А утро выдалось серое, прохладное, но тихое-тихое. Такие утра она любила с детства. В такое проснуться бы пораньше, и, пока любимый ещё спит, набрать спелых жёлто-красных яблок, таких душистых и наливных, очистить, нарезать их, да оладьев с ними напечь или пирог ему к завтраку... Да только вот не бывать такому никогда, потому что она решила: с сегодняшнего дня — всё.
 
Больше она сюда не приедет. Больше не произнесёт самое глупое слово в мире ни в чей адрес.
 
Больше она свой эликсир не пьёт.
 
А день-то какой, надо ж! Одиннадцатое сентября. Когда-то в этот день уже было так же нереально страшно, как сегодня, уже сосало неотступно под ложечкой, хотя трагедия и находилась тогда далеко. Сегодняшнюю трагедию она создаст сама, да вот только это её личная трагедия, её и больше ни чья.
 
Она даже не стала ему ничего говорить, — всё равно бы он ей не поверил и не стал слушать. Она просто стояла напротив и впитывала его глазами. Она позволяла себе это в последний раз: ведь больше они не увидятся. Не услышатся. Не встретятся никогда. Она впечатает в сознание его облик, его голос, его запах — до самой смерти. А фоном пусть станет осеннее серое с просинью небо, жёлто-серо-зелёное поле, тёмно-свинцовая вода в реке и... ветка яблони с жёлто-красными яблоками, ветка яблони, свесившаяся через чужой забор. И георгины... георгины. Цветы не настолько нежные, как подмаренник, но гордые.

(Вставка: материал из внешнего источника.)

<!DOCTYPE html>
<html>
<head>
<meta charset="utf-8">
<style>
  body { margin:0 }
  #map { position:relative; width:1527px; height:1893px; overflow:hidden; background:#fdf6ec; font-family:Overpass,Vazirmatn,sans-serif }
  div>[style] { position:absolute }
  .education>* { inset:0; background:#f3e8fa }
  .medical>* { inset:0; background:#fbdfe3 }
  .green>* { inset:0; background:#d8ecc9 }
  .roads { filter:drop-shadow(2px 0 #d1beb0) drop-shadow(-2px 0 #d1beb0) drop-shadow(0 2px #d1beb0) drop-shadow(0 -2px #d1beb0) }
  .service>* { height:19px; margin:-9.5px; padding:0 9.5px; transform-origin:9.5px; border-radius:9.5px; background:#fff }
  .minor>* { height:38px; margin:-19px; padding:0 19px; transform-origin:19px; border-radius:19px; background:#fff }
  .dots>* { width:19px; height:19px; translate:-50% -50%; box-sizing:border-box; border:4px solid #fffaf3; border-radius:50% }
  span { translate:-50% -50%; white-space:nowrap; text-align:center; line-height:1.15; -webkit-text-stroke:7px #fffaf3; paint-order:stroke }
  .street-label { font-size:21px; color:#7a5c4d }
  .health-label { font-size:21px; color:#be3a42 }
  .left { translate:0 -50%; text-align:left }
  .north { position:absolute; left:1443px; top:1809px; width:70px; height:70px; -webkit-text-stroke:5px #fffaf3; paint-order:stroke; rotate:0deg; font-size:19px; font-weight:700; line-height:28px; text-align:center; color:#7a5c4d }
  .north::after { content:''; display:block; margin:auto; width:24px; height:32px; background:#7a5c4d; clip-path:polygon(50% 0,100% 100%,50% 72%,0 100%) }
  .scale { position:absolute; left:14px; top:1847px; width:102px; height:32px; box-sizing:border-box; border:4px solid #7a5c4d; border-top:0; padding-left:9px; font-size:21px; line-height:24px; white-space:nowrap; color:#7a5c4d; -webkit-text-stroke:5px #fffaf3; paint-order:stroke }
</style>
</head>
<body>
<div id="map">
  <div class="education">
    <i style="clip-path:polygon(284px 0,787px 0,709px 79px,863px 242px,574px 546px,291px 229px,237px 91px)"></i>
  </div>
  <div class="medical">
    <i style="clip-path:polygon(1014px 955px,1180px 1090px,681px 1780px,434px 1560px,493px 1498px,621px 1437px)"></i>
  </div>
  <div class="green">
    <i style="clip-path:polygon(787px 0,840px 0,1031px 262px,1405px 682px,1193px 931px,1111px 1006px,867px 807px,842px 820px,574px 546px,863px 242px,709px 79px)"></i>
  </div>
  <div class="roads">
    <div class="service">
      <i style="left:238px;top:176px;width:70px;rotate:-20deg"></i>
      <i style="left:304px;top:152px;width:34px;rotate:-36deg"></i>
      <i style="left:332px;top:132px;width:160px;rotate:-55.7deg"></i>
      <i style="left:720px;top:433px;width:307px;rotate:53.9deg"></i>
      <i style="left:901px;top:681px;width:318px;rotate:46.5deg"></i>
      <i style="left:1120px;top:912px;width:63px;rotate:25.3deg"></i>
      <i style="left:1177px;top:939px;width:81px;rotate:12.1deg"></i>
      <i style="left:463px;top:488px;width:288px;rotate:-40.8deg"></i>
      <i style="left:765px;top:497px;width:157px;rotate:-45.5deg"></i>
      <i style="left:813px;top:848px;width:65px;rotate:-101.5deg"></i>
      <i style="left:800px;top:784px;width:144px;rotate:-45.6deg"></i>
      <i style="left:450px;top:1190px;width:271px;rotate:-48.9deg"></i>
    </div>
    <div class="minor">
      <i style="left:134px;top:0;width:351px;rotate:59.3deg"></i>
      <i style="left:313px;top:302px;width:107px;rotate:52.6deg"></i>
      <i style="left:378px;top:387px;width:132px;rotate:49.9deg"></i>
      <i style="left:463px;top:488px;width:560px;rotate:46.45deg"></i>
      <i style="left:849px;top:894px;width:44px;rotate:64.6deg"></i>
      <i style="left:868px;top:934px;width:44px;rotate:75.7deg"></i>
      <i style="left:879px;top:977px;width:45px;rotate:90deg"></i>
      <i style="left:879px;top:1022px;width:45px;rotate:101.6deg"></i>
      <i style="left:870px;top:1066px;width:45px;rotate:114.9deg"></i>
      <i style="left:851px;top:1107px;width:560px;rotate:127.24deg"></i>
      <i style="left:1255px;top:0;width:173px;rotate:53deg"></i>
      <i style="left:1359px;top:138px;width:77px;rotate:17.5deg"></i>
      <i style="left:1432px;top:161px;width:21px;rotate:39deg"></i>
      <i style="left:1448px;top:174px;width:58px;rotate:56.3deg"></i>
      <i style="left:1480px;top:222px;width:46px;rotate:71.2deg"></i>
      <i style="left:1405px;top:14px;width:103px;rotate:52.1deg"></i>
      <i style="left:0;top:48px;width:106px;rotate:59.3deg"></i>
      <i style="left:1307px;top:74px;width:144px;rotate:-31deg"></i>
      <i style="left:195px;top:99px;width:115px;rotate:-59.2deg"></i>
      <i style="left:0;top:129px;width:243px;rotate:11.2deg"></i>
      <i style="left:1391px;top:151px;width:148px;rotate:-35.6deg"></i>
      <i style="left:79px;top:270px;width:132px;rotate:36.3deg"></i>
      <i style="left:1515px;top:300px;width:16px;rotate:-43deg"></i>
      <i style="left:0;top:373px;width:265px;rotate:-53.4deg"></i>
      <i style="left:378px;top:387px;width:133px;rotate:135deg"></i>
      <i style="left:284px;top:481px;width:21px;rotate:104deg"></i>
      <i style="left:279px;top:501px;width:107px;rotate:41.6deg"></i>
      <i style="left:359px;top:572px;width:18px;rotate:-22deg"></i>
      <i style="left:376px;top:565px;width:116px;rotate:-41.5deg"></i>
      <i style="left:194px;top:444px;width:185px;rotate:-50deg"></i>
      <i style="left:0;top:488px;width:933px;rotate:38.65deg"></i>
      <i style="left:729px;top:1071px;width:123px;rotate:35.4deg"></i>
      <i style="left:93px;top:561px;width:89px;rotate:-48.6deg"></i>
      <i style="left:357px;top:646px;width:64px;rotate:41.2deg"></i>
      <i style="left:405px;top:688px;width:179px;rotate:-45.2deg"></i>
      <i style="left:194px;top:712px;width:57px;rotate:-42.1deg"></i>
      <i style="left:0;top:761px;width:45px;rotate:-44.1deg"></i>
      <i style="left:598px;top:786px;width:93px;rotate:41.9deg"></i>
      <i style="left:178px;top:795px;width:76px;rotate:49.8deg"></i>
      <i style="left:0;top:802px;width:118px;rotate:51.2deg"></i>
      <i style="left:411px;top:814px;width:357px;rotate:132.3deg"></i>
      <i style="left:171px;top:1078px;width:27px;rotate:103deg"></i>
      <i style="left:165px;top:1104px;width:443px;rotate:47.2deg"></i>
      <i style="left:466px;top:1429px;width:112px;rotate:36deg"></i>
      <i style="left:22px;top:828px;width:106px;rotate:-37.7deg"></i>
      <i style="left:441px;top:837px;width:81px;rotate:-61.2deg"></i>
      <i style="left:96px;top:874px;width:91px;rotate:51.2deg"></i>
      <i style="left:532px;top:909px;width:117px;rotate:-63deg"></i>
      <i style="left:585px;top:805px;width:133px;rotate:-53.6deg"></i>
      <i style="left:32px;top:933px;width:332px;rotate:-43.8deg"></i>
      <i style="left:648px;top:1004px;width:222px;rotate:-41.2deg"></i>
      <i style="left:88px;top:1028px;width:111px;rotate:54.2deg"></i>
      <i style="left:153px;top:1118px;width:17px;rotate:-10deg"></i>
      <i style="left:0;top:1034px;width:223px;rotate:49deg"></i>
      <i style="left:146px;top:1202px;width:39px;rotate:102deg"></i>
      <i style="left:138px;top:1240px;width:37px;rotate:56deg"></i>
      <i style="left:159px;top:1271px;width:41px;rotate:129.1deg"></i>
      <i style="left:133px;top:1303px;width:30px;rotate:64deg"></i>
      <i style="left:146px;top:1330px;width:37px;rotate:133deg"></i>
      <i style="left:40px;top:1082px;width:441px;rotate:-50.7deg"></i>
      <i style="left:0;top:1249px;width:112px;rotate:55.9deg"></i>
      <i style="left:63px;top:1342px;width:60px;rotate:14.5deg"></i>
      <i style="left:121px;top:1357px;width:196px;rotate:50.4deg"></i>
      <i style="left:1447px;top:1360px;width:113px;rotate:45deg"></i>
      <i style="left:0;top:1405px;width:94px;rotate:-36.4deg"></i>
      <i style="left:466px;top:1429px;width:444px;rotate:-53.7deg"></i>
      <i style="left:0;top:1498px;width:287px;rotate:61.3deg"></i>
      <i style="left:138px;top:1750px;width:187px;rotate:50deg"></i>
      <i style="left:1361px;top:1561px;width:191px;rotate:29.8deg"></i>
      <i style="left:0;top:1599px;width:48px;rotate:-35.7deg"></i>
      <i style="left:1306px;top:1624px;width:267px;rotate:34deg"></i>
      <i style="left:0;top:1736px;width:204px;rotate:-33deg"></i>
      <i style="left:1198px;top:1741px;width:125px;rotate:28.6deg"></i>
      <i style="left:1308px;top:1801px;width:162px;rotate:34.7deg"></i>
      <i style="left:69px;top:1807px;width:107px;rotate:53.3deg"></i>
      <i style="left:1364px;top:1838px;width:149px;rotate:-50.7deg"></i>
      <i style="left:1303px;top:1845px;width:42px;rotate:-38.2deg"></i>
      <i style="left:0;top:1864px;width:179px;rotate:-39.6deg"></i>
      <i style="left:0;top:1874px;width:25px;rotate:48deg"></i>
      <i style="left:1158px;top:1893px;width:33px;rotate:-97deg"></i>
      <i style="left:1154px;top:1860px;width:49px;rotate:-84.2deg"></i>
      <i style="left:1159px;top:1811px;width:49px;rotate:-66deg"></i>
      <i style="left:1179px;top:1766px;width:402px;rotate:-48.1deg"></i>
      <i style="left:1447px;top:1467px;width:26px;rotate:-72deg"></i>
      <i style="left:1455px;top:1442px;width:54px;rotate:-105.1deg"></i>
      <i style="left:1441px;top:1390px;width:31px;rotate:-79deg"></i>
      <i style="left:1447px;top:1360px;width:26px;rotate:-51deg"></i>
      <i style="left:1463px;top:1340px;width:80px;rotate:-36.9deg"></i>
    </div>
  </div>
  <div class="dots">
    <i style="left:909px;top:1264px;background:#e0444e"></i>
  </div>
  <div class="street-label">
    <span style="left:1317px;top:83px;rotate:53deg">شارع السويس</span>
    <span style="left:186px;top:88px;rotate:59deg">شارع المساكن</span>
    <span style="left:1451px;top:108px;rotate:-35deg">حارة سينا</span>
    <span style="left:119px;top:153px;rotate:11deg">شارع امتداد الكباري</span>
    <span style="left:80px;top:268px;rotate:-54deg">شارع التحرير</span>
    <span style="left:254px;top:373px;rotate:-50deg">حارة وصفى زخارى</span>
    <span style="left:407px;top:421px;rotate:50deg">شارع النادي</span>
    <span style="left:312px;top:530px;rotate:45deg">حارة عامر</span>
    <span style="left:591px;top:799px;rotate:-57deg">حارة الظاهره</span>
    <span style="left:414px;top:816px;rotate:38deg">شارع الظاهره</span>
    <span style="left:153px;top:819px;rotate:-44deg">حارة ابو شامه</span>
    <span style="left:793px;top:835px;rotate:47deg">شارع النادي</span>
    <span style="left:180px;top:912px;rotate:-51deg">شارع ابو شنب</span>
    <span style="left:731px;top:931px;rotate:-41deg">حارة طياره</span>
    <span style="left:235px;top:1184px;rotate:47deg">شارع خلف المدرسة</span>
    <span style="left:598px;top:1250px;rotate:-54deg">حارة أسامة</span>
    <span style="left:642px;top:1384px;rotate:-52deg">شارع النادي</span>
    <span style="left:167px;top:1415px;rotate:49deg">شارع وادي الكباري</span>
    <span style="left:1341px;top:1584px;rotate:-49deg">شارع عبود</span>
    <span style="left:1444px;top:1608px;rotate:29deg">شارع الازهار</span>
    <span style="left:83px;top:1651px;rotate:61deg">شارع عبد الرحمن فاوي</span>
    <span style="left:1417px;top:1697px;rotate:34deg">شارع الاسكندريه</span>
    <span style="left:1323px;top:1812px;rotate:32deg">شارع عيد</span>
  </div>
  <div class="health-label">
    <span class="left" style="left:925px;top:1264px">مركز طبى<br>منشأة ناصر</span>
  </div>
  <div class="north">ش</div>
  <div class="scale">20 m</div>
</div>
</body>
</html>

Яркие. Сильные.
 
Он не обнял на прощание — только кивнул, и она не стала настаивать, села в машину и завела её. Она не видела больше его лица, но чувствовала: наверное, он радовался, — ну, наконец-то уехала! Интересно, почему она не понимала раньше, что он радуется, когда она уезжает? Что ж, дай Бог, пусть радуется теперь всегда.
Дорога заняла час, и почти всё это время шёл тихий осенний дождь... После такого точно полезут грибы. Но это будет потом, когда она доедет... Вот бы никогда не доехать, а так и тащиться по убитой лесной дороге, медленно-медленно, почти со скоростью пешехода! Потому что пока она не доехала, жива надежда, что это не всё, что она когда-нибудь всё же увидит его, обнимет, глотнёт любви ещё раз...
 
Пришлось остановиться и выйти, потому что стало тяжко дышать, открытые окна совсем не помогали. Постояла, глядя в бесконечную стену леса и вперёд, на дорогу... Только не смотреть назад, только не смотреть!.. Садиться и ехать дальше. Других вариантов всё равно нет.
 
Она нескоро забудет его, или, если уж совсем честно, не забудет никогда. Всё в жизни станет для неё незначительным, когда она окончательно осознает потерю... Она будет стараться переосмыслить всё, но у неё ничего, ничего не получится. И вот однажды, очень много лет спустя, она вдруг поймёт: начиная с того серого сентябрьского дня её нет. Её просто нет. Прошлое — есть. Яблоки, георгины, осень, — всё есть. Воспоминания — есть. И дом есть, и всё, кто там живёт тоже есть. Есть даже какое-никакое будущее. А её самой нет ни в прошлом, ни в будущем, ни в настоящем: она стёрта пережитым как ненужный в этом мире эскиз и никто её заново не нарисует.